Tokage, with an 800-kilometer radius, is the biggest typhoon to batter Japan since 1991 when the Meteorological Agency began classifying typhoons by the size of their storm zones.
The typhoon hit land in southwest Japan's Kochi prefecture, where a 20-meter (22-yard) high dike gave way at Muroto due to high waves, destroying several houses.
"At least three bodies were found in the area. There might be more," a local police official said.
Among the other 13 killed, a 31-year-old man was found dead near a flooded river in Miyazaki prefecture after his vehicle skidded at a bridge, police said.
In southwestern Ehime prefecture, a 24-year-old woman died after being buried by a landslide. Also in Ehime, two elderly men and a woman went missing after separate landslides destroyed their houses.

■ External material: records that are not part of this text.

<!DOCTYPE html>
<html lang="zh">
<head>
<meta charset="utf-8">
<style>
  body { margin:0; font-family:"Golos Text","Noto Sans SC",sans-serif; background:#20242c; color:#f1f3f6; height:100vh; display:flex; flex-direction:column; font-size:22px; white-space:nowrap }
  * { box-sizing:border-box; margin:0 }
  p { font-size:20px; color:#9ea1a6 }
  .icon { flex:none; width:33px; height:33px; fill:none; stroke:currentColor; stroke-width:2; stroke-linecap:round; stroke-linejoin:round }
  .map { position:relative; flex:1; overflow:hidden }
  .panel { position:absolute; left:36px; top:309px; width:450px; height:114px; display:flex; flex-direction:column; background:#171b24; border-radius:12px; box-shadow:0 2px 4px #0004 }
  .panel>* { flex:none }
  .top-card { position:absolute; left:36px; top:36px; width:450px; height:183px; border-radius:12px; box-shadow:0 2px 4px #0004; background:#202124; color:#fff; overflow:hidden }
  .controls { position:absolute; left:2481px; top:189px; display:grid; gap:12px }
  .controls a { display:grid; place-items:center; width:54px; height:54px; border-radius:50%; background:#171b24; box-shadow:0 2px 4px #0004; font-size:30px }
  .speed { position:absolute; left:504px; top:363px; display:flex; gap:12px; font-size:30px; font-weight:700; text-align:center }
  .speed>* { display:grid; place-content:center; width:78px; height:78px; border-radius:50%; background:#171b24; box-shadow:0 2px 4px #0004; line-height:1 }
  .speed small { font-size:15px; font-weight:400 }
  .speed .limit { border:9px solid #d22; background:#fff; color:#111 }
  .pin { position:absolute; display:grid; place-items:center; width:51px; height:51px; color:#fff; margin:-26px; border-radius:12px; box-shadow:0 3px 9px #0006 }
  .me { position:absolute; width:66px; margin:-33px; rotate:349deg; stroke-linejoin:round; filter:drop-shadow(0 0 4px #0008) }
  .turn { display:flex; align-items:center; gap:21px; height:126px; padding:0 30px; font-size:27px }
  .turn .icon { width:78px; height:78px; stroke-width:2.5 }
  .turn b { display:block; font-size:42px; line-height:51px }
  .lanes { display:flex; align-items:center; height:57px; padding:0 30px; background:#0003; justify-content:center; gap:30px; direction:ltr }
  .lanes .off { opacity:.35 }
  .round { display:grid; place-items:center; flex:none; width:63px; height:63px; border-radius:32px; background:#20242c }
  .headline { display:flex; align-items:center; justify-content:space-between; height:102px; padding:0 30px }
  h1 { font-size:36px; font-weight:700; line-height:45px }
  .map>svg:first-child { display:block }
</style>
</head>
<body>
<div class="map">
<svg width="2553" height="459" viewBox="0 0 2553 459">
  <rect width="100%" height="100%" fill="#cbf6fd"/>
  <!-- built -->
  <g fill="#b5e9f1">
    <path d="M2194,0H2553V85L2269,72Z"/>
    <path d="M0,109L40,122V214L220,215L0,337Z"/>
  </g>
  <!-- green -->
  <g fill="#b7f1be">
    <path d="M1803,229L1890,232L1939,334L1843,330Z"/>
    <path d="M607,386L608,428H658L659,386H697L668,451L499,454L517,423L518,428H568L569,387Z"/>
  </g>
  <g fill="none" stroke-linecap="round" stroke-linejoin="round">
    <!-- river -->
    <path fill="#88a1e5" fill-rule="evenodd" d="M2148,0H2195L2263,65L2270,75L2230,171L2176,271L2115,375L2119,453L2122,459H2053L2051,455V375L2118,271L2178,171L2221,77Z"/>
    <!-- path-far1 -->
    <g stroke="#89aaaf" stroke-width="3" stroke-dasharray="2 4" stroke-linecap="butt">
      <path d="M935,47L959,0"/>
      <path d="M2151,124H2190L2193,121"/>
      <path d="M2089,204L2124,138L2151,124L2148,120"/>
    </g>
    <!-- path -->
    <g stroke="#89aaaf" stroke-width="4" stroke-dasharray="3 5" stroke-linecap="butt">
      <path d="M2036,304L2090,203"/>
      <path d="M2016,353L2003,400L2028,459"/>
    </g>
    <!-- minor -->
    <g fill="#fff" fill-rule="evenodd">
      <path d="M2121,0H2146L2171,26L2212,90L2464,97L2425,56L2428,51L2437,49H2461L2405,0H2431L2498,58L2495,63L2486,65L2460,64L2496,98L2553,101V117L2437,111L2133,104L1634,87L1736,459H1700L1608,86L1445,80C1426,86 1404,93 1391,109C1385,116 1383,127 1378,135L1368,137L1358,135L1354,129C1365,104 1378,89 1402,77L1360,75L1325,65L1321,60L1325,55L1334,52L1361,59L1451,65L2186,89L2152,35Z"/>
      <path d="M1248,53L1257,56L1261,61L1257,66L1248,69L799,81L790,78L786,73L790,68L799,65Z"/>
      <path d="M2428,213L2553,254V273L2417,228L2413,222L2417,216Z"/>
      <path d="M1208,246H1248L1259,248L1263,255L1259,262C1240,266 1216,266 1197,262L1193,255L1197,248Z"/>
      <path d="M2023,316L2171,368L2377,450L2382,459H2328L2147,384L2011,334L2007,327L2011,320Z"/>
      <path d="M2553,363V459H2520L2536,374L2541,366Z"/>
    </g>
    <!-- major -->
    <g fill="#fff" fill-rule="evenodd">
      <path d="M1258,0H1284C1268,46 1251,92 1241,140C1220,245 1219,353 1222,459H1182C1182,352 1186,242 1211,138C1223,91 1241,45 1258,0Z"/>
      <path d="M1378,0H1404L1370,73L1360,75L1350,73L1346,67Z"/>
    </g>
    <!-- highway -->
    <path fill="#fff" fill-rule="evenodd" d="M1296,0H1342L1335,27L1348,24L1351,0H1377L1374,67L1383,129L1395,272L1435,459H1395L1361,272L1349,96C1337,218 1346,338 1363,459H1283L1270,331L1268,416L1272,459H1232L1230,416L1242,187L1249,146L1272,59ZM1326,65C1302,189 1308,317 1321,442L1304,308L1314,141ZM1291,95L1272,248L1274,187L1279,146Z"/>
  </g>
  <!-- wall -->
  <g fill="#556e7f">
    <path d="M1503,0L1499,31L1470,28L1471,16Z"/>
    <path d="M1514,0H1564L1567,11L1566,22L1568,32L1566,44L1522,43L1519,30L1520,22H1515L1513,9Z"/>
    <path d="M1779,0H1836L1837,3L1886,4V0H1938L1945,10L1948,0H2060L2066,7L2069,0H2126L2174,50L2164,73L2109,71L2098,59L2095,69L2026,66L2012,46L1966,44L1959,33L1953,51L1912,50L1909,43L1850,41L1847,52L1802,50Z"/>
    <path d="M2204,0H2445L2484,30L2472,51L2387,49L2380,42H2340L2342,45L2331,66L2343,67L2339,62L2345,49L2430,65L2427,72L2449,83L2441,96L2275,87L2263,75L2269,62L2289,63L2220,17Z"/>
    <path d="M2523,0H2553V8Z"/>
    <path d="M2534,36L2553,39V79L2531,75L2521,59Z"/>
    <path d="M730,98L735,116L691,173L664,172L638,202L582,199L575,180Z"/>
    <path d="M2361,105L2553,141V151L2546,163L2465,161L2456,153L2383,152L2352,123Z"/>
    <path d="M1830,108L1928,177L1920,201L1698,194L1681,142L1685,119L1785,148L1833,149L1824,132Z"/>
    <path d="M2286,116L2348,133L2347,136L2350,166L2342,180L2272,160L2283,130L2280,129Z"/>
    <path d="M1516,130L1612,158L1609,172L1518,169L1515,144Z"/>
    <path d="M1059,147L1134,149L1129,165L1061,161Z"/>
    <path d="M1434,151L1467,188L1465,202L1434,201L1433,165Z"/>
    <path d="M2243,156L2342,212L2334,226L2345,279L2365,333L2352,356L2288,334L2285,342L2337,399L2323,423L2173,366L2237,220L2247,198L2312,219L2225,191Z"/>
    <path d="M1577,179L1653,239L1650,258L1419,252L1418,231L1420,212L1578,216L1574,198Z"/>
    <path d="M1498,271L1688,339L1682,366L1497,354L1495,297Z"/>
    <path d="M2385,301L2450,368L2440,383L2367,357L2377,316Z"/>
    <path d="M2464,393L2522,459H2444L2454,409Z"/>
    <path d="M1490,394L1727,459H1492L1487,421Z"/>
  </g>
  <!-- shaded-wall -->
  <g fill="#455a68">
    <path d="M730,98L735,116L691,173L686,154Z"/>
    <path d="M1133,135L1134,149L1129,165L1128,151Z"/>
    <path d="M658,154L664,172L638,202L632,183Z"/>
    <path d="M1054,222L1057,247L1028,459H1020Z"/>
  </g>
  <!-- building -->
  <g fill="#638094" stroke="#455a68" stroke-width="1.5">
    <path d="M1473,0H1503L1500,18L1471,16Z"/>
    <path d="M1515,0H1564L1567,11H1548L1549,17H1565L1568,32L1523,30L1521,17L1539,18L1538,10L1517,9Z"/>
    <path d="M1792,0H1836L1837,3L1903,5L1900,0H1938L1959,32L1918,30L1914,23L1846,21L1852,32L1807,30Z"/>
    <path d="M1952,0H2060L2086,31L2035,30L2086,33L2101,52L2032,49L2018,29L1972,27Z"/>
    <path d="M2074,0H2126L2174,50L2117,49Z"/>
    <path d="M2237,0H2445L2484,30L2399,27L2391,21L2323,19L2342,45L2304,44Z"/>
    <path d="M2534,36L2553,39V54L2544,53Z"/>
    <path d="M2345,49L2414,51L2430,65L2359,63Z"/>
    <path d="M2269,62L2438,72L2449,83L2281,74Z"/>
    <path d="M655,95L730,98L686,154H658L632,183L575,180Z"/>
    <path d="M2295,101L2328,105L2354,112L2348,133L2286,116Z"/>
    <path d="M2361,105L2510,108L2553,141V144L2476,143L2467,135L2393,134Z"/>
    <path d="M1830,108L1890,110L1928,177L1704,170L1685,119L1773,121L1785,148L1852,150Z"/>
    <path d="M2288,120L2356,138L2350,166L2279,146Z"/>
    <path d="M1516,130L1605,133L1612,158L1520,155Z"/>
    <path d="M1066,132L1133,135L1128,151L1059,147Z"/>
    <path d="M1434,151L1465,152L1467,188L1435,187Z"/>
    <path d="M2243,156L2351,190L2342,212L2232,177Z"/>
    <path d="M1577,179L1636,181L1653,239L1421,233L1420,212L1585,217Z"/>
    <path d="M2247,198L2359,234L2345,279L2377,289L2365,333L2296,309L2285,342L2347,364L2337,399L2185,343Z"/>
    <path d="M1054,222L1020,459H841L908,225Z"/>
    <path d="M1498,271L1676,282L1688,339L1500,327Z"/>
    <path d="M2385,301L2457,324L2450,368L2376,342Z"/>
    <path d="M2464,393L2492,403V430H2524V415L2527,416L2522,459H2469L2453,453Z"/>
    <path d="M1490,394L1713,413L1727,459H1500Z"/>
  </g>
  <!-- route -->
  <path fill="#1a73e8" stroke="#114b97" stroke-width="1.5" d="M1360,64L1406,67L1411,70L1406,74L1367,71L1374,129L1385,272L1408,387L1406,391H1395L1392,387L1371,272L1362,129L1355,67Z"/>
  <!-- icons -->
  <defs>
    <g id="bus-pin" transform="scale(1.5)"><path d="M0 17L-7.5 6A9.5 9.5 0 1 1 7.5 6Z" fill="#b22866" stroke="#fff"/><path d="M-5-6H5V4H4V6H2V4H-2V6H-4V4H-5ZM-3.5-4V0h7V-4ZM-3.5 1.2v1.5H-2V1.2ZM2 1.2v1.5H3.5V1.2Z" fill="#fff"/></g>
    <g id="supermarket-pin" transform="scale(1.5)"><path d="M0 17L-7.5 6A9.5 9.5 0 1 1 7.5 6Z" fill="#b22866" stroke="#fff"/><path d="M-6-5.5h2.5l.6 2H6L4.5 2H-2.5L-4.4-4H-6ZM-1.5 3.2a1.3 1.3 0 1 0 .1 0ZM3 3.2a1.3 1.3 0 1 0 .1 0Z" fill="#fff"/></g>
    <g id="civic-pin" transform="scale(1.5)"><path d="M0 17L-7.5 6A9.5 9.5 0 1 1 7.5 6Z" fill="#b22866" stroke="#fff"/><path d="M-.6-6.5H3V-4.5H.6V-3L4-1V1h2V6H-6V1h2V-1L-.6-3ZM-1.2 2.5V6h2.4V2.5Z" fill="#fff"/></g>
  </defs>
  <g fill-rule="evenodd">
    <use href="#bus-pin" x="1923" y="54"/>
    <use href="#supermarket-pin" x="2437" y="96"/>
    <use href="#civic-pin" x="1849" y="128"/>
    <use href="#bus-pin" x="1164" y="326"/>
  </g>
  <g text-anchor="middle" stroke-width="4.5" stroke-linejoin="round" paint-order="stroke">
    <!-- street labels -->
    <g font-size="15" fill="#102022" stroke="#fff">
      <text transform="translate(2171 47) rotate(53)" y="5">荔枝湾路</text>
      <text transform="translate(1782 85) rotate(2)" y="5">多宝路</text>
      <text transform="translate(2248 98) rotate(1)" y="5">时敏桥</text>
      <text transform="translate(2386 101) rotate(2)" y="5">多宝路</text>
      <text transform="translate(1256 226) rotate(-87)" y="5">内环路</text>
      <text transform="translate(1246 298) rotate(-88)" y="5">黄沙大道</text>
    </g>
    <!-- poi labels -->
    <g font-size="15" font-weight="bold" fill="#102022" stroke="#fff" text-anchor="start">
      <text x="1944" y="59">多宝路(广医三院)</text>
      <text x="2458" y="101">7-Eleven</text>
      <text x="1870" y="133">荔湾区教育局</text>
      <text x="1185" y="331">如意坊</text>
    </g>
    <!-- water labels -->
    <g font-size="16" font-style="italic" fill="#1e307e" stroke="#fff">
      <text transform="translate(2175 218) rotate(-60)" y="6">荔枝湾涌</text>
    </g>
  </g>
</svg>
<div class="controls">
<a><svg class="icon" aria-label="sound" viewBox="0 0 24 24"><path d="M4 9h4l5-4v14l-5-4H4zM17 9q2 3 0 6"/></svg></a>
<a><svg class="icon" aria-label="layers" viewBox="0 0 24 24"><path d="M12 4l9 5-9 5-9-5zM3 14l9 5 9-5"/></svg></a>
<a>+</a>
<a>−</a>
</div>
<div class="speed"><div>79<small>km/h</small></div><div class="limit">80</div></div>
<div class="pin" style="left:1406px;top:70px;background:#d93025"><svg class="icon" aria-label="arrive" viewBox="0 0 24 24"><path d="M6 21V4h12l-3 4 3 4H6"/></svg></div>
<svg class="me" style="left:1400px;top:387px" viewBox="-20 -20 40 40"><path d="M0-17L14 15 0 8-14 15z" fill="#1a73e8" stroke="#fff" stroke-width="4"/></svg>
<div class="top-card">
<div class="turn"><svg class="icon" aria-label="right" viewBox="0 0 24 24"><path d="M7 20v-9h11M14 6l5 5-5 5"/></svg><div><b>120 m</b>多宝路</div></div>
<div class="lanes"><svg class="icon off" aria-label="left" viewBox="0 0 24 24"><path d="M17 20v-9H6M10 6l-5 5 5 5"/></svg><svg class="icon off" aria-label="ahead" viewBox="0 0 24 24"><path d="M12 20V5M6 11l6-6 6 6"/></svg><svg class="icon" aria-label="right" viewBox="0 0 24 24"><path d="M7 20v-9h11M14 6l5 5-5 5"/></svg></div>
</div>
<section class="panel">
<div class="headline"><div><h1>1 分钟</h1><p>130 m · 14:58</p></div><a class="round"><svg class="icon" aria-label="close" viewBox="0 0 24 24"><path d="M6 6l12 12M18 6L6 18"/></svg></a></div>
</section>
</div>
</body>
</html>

Other people who went missing included a 75-year-old fishermen pulled into the ocean as he inspected his boat in Kochi, a 63-year-old farmer swept away in a ricefield in Miyazaki and a newspaper deliveryman who disappeared in Oita prefecture.

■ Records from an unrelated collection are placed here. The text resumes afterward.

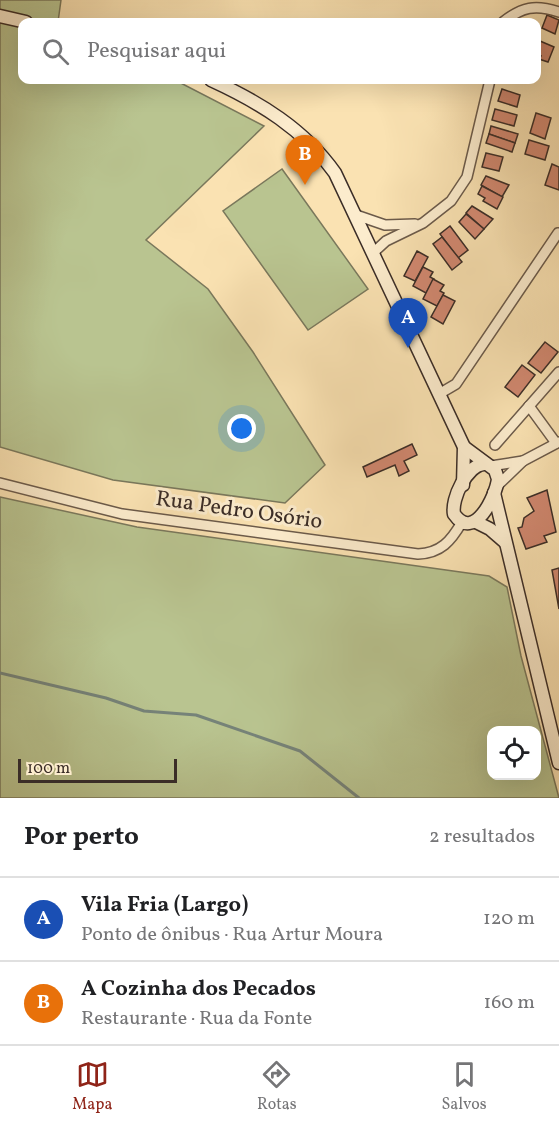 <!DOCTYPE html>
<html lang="pt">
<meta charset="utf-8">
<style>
body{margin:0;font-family:Vollkorn,serif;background:#f6f6f6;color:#202124}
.controls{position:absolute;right:18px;bottom:18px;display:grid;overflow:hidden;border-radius:12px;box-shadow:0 6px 24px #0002}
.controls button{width:54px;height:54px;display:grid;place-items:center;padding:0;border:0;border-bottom:2px solid #e0e0e0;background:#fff;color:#202124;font:30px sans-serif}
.scale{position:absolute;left:18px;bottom:15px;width:159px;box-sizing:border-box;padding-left:6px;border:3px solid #3b2d27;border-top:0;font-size:16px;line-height:21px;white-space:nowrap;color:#3b2d27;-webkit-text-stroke:4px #fceccd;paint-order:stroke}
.you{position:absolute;left:242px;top:429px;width:21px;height:21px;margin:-15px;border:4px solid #fff;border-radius:50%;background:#1a73e8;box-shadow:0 0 0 9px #1a73e833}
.badge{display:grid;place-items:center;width:39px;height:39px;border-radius:50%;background:#8f2418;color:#fff;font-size:20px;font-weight:700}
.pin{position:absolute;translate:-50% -50px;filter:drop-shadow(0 2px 3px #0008)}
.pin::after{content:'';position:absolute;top:32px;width:21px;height:18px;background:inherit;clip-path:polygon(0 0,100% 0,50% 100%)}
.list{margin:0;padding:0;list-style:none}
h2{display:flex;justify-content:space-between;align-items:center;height:78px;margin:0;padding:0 24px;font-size:26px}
h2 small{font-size:20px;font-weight:400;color:#757577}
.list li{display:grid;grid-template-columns:39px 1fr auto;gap:18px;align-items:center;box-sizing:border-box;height:84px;padding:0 24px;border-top:2px solid #e0e0e0}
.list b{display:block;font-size:22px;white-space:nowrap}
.list p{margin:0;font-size:20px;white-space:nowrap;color:#757577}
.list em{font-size:20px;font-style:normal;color:#757577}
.icon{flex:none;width:33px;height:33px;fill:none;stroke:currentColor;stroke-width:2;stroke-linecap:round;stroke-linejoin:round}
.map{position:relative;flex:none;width:559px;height:798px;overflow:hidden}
.search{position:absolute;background:#fff;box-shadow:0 6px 24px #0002;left:18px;right:18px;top:18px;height:66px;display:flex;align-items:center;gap:15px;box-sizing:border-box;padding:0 21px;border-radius:12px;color:#757577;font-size:22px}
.sheet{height:246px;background:#fff}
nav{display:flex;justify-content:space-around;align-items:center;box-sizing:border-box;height:84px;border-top:2px solid #e0e0e0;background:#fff;font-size:16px;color:#757577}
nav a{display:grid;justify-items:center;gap:3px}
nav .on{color:#8f2418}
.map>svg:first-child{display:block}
.green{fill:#b9c490;stroke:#7a785c;stroke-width:1.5;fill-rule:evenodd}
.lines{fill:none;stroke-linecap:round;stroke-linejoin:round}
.stream{stroke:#768379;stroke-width:3}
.building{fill:#d18870;stroke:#3b2d27;stroke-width:1.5}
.minor-casing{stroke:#6b5a4a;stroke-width:12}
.secondary-casing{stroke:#3b2d27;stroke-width:15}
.minor{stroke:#fceccd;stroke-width:9}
.secondary{stroke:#fceccd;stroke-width:12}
.labels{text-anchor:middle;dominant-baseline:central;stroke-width:6;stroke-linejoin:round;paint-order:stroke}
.street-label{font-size:22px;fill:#3b2d27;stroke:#fceccd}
</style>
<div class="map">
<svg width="559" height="798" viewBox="0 0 559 798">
<rect width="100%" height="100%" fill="#fae2b2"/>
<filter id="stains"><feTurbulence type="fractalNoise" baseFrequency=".00333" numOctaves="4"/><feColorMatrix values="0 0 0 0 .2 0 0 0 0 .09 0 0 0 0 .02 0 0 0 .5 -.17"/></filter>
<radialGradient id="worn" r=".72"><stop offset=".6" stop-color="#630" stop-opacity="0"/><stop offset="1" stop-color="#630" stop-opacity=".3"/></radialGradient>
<g class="green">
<path d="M0 0H61L58 22H22V80H175L264 126 146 240 208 289 253 352 325 465 285 503 113 480 0 447Z"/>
<path d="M282 169 368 289 308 330 223 211Z"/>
<path d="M0 497 137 527 489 576 507 587 521 656 559 798H0ZM492 730H536V776H492Z"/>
</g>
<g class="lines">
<path class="stream" d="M0 673 106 698 144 711 196 715 300 751 359 798"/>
</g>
<g class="building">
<path d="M547 15 559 20 555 34 542 28Z"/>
<path d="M540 41 554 47 548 62 539 59 541 56 538 55 536 48Z"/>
<path d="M502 89 520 95 517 107 498 101Z"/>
<path d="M495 109 517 115 514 126 492 120Z"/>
<path d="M536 113 551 118 545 139 530 133Z"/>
<path d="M491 126 518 134 515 143 489 134Z"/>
<path d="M489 134 515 143 512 152 486 143Z"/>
<path d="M529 140 549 146 545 160 525 154Z"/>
<path d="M486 153 503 157 499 171 482 167Z"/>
<path d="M552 164 559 167V190L545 185Z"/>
<path d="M486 176 509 185 502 197 481 185Z"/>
<path d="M482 186 503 197 497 209 483 201 485 198 478 194Z"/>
<path d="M472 206 493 219 484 229 466 213Z"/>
<path d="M466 214 484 229 475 239 459 222Z"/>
<path d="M450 226 468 250 458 258 440 234Z"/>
<path d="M442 237 462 262 452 270 433 244Z"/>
<path d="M417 251 428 257 415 281 404 276Z"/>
<path d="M423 267 433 272 430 277 434 279 426 293 413 286Z"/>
<path d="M433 279 444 285 440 291 444 293 437 306 423 299Z"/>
<path d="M443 295 455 301 443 324 431 317Z"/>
<path d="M545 342 558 352 541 373 528 363Z"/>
<path d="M522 365 535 375 518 397 505 387Z"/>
<path d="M412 444 417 455 404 461 409 471 399 476 395 465 367 477 363 467Z"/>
<path d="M547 490 556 532 544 536 547 542 526 549 518 528 522 527 524 518 534 511 527 498Z"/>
<path d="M559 568V609L552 570Z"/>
</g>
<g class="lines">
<g class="minor-casing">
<g id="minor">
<path d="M503 22C522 7 535 4 559 12"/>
<path d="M356 215 385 225 415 224"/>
<path d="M374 252 386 241 423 223 451 201 467 177 490 80"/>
<path d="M439 394 456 384 558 233"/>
<path d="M529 406 556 443"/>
<path d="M495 445 559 372"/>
<path d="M491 466 523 461"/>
<path d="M0 483 122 514 418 554C441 553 451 541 462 522"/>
<path d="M497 486 523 461 559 442"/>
</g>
</g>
<g class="secondary-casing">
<g id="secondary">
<path d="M0 16 26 22"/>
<path d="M211 80C259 102 304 129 335 173L464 447 463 485"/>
<path d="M464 447 495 470 498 479C496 496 474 543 454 514 451 499 467 465 484 464"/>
<path d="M494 493 559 763"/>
<path d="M476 522 490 529 505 542"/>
</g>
</g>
<use href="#minor" class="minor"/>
<use href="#secondary" class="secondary"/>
</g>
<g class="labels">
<g class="street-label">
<text transform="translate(239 511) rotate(8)">Rua Pedro Osório</text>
</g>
</g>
<rect width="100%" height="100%" filter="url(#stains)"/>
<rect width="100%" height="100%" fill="url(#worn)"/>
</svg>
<div class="controls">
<button><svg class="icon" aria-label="locate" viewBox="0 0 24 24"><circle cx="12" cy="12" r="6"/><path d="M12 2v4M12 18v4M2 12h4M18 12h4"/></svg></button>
</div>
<div class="scale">100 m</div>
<div class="you"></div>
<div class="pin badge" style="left:408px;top:348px;background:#1a4fb4">A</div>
<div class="pin badge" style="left:305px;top:185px;background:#e8710a">B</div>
<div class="search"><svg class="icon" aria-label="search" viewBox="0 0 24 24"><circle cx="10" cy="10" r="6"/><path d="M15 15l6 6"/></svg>Pesquisar aqui</div>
</div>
<section class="sheet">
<h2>Por perto<small>2 resultados</small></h2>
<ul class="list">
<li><span class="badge" style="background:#1a4fb4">A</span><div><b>Vila Fria (Largo)</b><p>Ponto de ônibus · Rua Artur Moura</p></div><em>120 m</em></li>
<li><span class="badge" style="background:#e8710a">B</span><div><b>A Cozinha dos Pecados</b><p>Restaurante · Rua da Fonte</p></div><em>160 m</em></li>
</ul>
</section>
<nav>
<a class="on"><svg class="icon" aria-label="map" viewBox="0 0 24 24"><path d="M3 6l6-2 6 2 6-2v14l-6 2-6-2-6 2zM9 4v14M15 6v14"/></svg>Mapa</a>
<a><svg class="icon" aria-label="directions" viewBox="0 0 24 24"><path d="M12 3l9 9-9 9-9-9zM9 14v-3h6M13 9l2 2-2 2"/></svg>Rotas</a>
<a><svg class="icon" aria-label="saved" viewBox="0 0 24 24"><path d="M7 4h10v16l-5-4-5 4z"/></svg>Salvos</a>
</nav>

In Chiba prefecture just east of Tokyo, two workers building an embankment along a coastline were pulled into the Pacific by high waves, a government official said.
Among the injured were four people trapped in an office building which was crushed in Oita, a 68-year-old man in Saga Prefecture who fell from his roof while fixing it and an 83-year-old woman who fell and broke her thigh.
With Tokage moving at some 50 kilometers per hour, authorities have issued evacuation warnings to 17,434 people who live mainly in southern Japan.
By Wednesday afternoon, 4,250 people had voluntarily left for temporary shelters, the disaster agency said.
In the southern island of Kyushu 45,300 households lost power, while 29,713 lost electricity in neighboring Shikoku.
The nine previous typhoons that have hit Japan this year caused a total of 102 deaths and left 13 missing and presumed dead.
Typhoon Ma-on slammed into the Tokyo metropolitan area on October 9, killing six people and paralyzing the capital's transport systems.
Just a week before Ma-on, Typhoon Meari wreaked havoc in the Japanese islands, killing 22 and injuring 89 in floods, landslides and other accidents.